Answer:
[tex]d=\frac{5}{2},\\\\d=\frac{2}{5}[/tex]
Step-by-step explanation:
You can use the quadratic formula for any quadratic. The quadratic formula is given by [tex]\frac{-b\pm\sqrt{b^2-4ac}}{2a}[/tex], and yields both real and non-real solutions.
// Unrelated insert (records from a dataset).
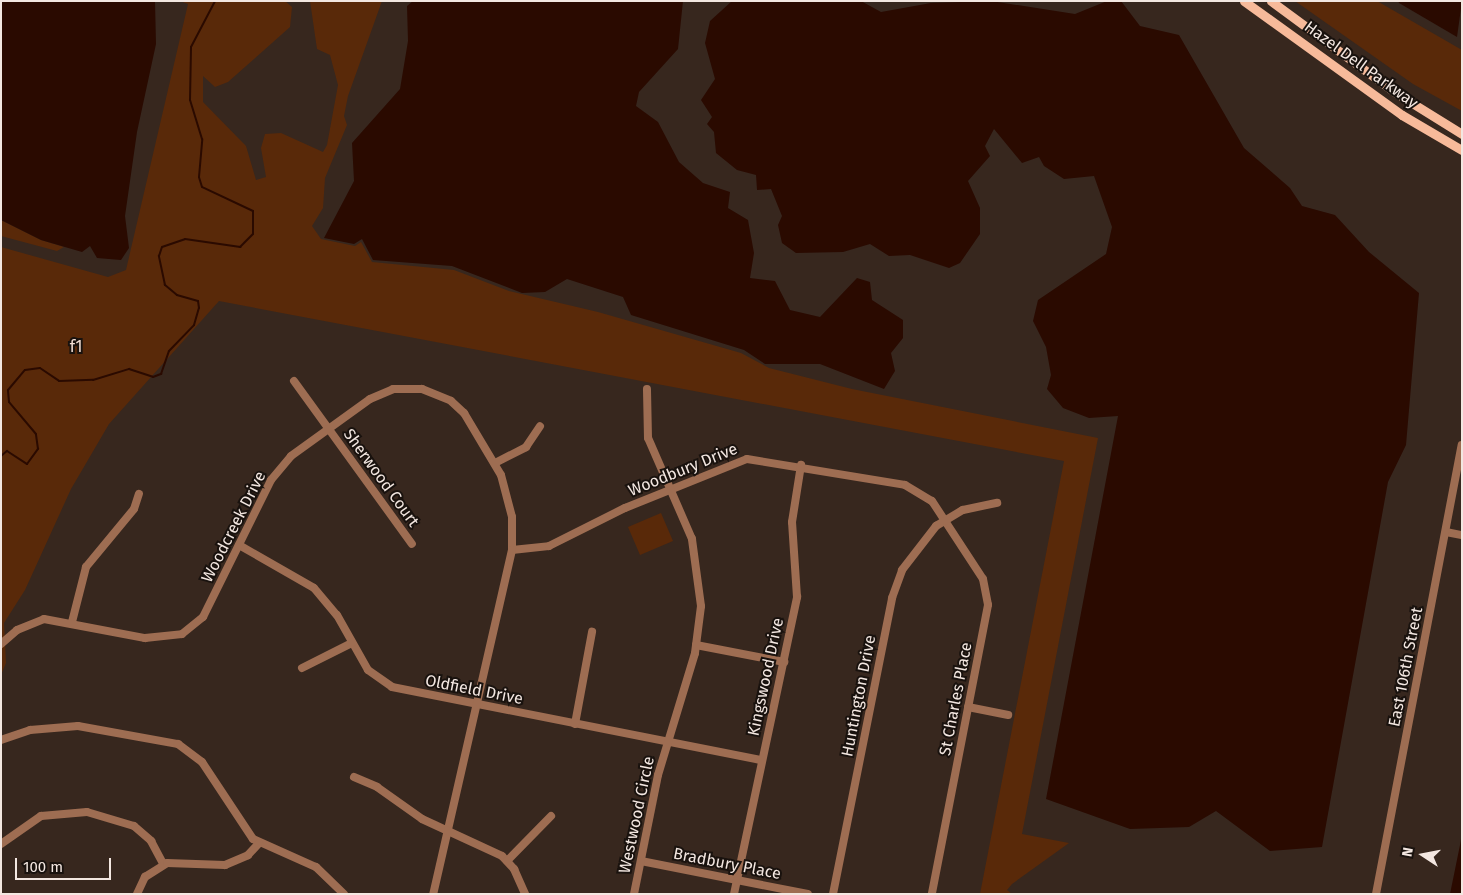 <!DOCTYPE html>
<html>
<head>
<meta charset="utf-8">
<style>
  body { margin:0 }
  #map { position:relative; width:1463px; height:895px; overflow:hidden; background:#37271e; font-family:"Fira Sans",sans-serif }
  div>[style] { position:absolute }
  .green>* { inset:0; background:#592909 }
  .water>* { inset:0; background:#2a0a00 }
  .stream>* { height:2px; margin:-1px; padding:0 1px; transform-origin:1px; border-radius:1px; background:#2a0a00 }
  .minor>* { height:8px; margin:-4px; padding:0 4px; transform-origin:4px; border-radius:4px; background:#9e6d52 }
  .major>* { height:9px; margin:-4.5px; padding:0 4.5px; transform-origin:4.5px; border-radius:4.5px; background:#f7ba9a }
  span { translate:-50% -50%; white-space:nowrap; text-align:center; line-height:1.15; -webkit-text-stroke:4px #19120e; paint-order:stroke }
  .street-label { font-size:16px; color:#f3e7e1 }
  .park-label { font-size:16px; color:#f3ded4 }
  .frame { position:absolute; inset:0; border:2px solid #f3e7e1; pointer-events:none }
  .north { position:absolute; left:1398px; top:830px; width:50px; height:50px; -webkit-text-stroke:4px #19120e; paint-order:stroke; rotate:281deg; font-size:14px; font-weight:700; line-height:20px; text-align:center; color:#f3e7e1 }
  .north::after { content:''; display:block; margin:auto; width:18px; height:22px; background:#f3e7e1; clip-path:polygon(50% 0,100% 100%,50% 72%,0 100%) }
  .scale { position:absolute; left:15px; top:858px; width:96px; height:22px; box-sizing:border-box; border:2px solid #f3e7e1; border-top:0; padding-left:6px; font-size:15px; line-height:18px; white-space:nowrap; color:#f3e7e1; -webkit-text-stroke:4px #19120e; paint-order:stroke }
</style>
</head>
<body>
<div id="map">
  <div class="green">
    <div style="clip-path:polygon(180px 1px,285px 1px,292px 7px,290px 27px,228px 82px,215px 87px,203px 76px,203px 102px,246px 146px,256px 180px,266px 177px,261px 148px,265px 134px,281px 133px,323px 152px,327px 145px,338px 85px,330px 55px,317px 49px,310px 1px,382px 1px,348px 96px,344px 116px,347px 125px,325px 178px,323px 208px,312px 226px,321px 239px,355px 246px,361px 242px,372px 262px,454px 270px,509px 291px,598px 312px,741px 353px,769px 368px,852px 389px,1098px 438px,1022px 834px,1069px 843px,1012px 884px,1007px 890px,1012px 894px,980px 894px,1064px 461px,219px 301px,109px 424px,71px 489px,25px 590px,4px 623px,6px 663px,1px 675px,1px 247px,108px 277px,126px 270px,188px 4px)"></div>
    <div style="clip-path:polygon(1295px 1px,1377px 1px,1462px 50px,1462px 111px,1413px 84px)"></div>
    <div style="clip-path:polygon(1px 220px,41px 240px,64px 247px,57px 251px,1px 236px)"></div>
    <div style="clip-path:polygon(661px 513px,673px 541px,640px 555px,628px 527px)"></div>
  </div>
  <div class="water">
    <div style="clip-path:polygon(1px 1px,155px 1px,156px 44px,137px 132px,125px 216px,129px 248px,121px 260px,97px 258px,90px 246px,82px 252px,41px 240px,1px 220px)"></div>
    <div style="clip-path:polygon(413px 1px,683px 1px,678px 49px,639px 92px,636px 106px,658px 122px,679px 162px,703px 183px,730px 192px,728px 208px,748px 220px,754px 253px,750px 278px,775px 281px,790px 310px,820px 317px,857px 278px,870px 282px,872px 300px,903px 320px,903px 338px,891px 353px,895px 371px,884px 389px,820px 364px,765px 364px,744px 350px,631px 315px,623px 297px,567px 279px,545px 292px,522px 293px,452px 266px,373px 260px,362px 239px,354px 244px,324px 238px,354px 181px,352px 143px,400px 89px,408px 41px,407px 6px)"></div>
    <div style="clip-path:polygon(732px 1px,861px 1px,881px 12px,931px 3px,991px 1px,1075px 14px,1107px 1px,1121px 1px,1140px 26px,1179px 35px,1244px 148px,1290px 188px,1302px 206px,1335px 215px,1369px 252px,1419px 293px,1406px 445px,1388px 482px,1322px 847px,1270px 851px,1216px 811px,1189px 827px,1130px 829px,1046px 799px,1118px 416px,1089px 418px,1063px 408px,1047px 389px,1051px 375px,1046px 347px,1033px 321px,1038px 300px,1106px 254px,1112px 227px,1094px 176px,1064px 179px,1044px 166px,1039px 157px,1022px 163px,994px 129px,985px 146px,990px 156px,968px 181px,980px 208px,980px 234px,960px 263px,949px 268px,910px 255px,889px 256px,870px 244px,843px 252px,796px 253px,782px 243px,778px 225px,782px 216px,771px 189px,757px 190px,756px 175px,737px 170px,716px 153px,714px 132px,707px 124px,712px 117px,701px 100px,715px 79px,705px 43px,710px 21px)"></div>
    <div style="clip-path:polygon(1398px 1px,1462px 1px,1457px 37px,1399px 3px)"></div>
    <div style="clip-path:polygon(1462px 833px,1462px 894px,1450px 894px,1460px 845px)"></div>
  </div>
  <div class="stream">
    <div style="left:1px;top:456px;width:8px;rotate:-40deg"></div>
    <div style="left:7px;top:451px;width:24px;rotate:33deg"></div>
    <div style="left:27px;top:464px;width:19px;rotate:-54deg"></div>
    <div style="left:38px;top:449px;width:15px;rotate:-98deg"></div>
    <div style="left:36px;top:434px;width:42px;rotate:-130.2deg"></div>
    <div style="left:9px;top:402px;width:12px;rotate:-95deg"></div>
    <div style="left:8px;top:390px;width:26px;rotate:-50deg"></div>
    <div style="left:25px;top:370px;width:15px;rotate:-8deg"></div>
    <div style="left:40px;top:368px;width:23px;rotate:34deg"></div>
    <div style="left:59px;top:381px;width:34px;rotate:-2deg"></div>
    <div style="left:93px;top:380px;width:38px;rotate:-17deg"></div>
    <div style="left:129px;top:369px;width:25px;rotate:18deg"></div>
    <div style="left:153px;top:377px;width:9px;rotate:-21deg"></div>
    <div style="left:161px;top:374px;width:24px;rotate:-71deg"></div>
    <div style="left:169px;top:351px;width:36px;rotate:-46deg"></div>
    <div style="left:194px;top:325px;width:18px;rotate:-74deg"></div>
    <div style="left:199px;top:308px;width:7px;rotate:-98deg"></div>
    <div style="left:198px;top:301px;width:22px;rotate:-164deg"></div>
    <div style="left:177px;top:295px;width:16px;rotate:-140deg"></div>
    <div style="left:165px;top:285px;width:30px;rotate:-102deg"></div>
    <div style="left:159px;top:256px;width:9px;rotate:-72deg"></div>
    <div style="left:162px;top:247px;width:24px;rotate:-19deg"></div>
    <div style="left:185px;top:239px;width:56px;rotate:8.3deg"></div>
    <div style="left:240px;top:247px;width:18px;rotate:-45deg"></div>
    <div style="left:253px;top:234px;width:23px;rotate:-90deg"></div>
    <div style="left:253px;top:211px;width:56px;rotate:-154.8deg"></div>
    <div style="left:202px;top:187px;width:10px;rotate:-107deg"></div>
    <div style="left:199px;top:177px;width:38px;rotate:-85deg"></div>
    <div style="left:202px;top:139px;width:41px;rotate:-107.1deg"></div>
    <div style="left:190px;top:100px;width:53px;rotate:-88.9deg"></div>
    <div style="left:191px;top:47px;width:52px;rotate:-62.4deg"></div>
  </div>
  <div class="minor">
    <div style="left:294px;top:381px;width:201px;rotate:54.1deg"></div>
    <div style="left:495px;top:463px;width:35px;rotate:-27deg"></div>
    <div style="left:526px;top:447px;width:25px;rotate:-56deg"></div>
    <div style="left:1446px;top:532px;width:16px;rotate:11deg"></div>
    <div style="left:239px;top:545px;width:86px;rotate:29.8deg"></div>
    <div style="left:314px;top:588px;width:35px;rotate:50deg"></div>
    <div style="left:337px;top:615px;width:63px;rotate:60.6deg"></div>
    <div style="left:368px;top:670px;width:29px;rotate:35deg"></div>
    <div style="left:392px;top:687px;width:377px;rotate:11.2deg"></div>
    <div style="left:512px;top:550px;width:37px;rotate:-6deg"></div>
    <div style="left:549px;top:546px;width:85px;rotate:-26.6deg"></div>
    <div style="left:625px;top:508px;width:131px;rotate:-21.9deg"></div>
    <div style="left:747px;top:459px;width:160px;rotate:9.3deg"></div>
    <div style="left:905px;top:485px;width:31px;rotate:31deg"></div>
    <div style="left:932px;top:501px;width:93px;rotate:56.8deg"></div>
    <div style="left:983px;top:579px;width:26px;rotate:79deg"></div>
    <div style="left:988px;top:605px;width:294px;rotate:101deg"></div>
    <div style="left:72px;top:622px;width:57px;rotate:-75.7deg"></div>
    <div style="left:86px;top:567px;width:75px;rotate:-50.4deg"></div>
    <div style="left:134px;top:509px;width:16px;rotate:-72deg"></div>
    <div style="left:1px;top:644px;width:21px;rotate:-41deg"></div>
    <div style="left:17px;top:630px;width:29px;rotate:-22deg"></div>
    <div style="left:44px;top:619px;width:103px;rotate:10.7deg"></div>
    <div style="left:145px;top:638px;width:37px;rotate:-6deg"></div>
    <div style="left:182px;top:634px;width:27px;rotate:-39deg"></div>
    <div style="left:203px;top:617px;width:153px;rotate:-63.6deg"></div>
    <div style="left:271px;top:480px;width:31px;rotate:-50deg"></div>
    <div style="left:291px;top:456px;width:97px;rotate:-35.8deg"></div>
    <div style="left:370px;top:399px;width:25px;rotate:-23deg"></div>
    <div style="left:393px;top:389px;width:29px"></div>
    <div style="left:422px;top:389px;width:31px;rotate:22deg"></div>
    <div style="left:451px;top:401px;width:18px;rotate:43deg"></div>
    <div style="left:464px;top:413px;width:72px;rotate:59.2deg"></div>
    <div style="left:501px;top:475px;width:43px;rotate:75.3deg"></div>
    <div style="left:512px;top:517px;width:33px;rotate:90deg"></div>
    <div style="left:512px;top:550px;width:353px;rotate:102.9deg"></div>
    <div style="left:696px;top:645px;width:90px;rotate:10.9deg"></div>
    <div style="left:302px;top:668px;width:56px;rotate:-26.6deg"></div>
    <div style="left:968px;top:707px;width:41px;rotate:11.3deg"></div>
    <div style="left:575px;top:724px;width:94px;rotate:-79.5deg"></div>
    <div style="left:1px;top:740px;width:31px;rotate:-19deg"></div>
    <div style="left:30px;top:730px;width:48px;rotate:-4.8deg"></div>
    <div style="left:78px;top:726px;width:102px;rotate:10.2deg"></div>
    <div style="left:178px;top:744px;width:30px;rotate:37deg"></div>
    <div style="left:202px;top:762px;width:92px;rotate:56.5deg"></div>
    <div style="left:253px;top:839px;width:69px;rotate:24deg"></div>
    <div style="left:316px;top:867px;width:39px;rotate:44deg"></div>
    <div style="left:354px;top:777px;width:25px;rotate:23deg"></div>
    <div style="left:377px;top:787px;width:55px;rotate:35.4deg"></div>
    <div style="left:422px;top:819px;width:88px;rotate:24.8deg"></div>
    <div style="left:502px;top:856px;width:18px;rotate:47deg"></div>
    <div style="left:514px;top:869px;width:27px;rotate:66deg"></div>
    <div style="left:1px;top:844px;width:49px;rotate:-35deg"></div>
    <div style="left:41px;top:816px;width:46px;rotate:-5deg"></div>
    <div style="left:87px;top:812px;width:49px;rotate:16.6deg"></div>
    <div style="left:134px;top:826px;width:23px;rotate:41deg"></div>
    <div style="left:151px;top:841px;width:26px;rotate:62deg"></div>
    <div style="left:507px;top:861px;width:63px;rotate:-45.6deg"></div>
    <div style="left:641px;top:861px;width:170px;rotate:11.2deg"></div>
    <div style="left:137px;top:894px;width:19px;rotate:-65deg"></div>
    <div style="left:145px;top:877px;width:26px;rotate:-32deg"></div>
    <div style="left:167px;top:863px;width:58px;rotate:2deg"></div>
    <div style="left:225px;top:865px;width:25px;rotate:-23deg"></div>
    <div style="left:248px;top:855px;width:16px;rotate:-47deg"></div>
    <div style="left:634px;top:894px;width:121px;rotate:-78.6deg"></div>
    <div style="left:658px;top:775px;width:127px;rotate:-73.1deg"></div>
    <div style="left:695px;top:653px;width:47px;rotate:-82.7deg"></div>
    <div style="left:701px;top:606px;width:68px;rotate:-97.7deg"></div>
    <div style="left:692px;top:539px;width:110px;rotate:-113.5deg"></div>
    <div style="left:648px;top:438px;width:49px;rotate:-91.2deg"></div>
    <div style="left:734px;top:894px;width:304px;rotate:-78deg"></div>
    <div style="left:797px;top:597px;width:75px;rotate:-93.8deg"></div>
    <div style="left:792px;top:522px;width:58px;rotate:-81deg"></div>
    <div style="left:833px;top:894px;width:302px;rotate:-78.7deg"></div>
    <div style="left:892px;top:598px;width:30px;rotate:-70deg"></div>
    <div style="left:902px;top:570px;width:56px;rotate:-52.3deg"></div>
    <div style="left:936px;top:526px;width:31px;rotate:-31deg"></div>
    <div style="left:963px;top:510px;width:35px;rotate:-12deg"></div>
    <div style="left:1376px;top:894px;width:457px;rotate:-79.2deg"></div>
  </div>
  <div class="major">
    <div style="left:1244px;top:1px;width:195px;rotate:35.8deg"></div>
    <div style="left:1402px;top:115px;width:69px;rotate:30.3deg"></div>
    <div style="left:1271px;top:1px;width:155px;rotate:36.4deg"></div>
    <div style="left:1396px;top:93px;width:78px;rotate:31.8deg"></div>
  </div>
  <div class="street-label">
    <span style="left:1361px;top:65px;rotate:36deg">Hazel Dell Parkway</span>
    <span style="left:683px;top:470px;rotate:-22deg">Woodbury Drive</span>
    <span style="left:381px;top:478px;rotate:54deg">Sherwood Court</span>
    <span style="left:234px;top:527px;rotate:-63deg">Woodcreek Drive</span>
    <span style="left:1406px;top:667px;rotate:-79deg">East 106th Street</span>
    <span style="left:766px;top:677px;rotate:-78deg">Kingswood Drive</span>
    <span style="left:474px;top:690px;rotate:11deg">Oldfield Drive</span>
    <span style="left:859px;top:696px;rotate:-79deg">Huntington Drive</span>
    <span style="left:956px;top:699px;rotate:-79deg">St Charles Place</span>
    <span style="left:637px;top:815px;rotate:-78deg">Westwood Circle</span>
    <span style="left:727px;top:864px;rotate:11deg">Bradbury Place</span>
  </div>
  <div class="park-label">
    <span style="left:76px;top:347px">f1</span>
  </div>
  <div class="frame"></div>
  <div class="north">N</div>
  <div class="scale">100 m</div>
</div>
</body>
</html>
In the given equation [tex]10d^2-29d+10=0[/tex], we have:
[tex]a=10,\\b=-29,\\c=10[/tex]
Substituting given values into the quadratic formula, we have:
[tex]x=\frac{29\pm\sqrt{(-29)^2-4(10)(10)}}{2(10)},\\\\x=\frac{29\pm\sqrt{441}}{20},\\\\x=\frac{29\pm 21}{20},\\\\\begin{cases}x=\frac{29+21}{20},x=\frac{50}{20}=\boxed{\frac{5}{2}}\\x=\frac{29-21}{20}, x=\frac{8}{20}=\boxed{\frac{2}{5}}\end{cases}[/tex]
The attempt in the problem is correct. Sometimes with auto-grading, the solutions need to be in a specific order to be marked correct. I'd suggest submitting the solutions in a different order to check if that's the issue.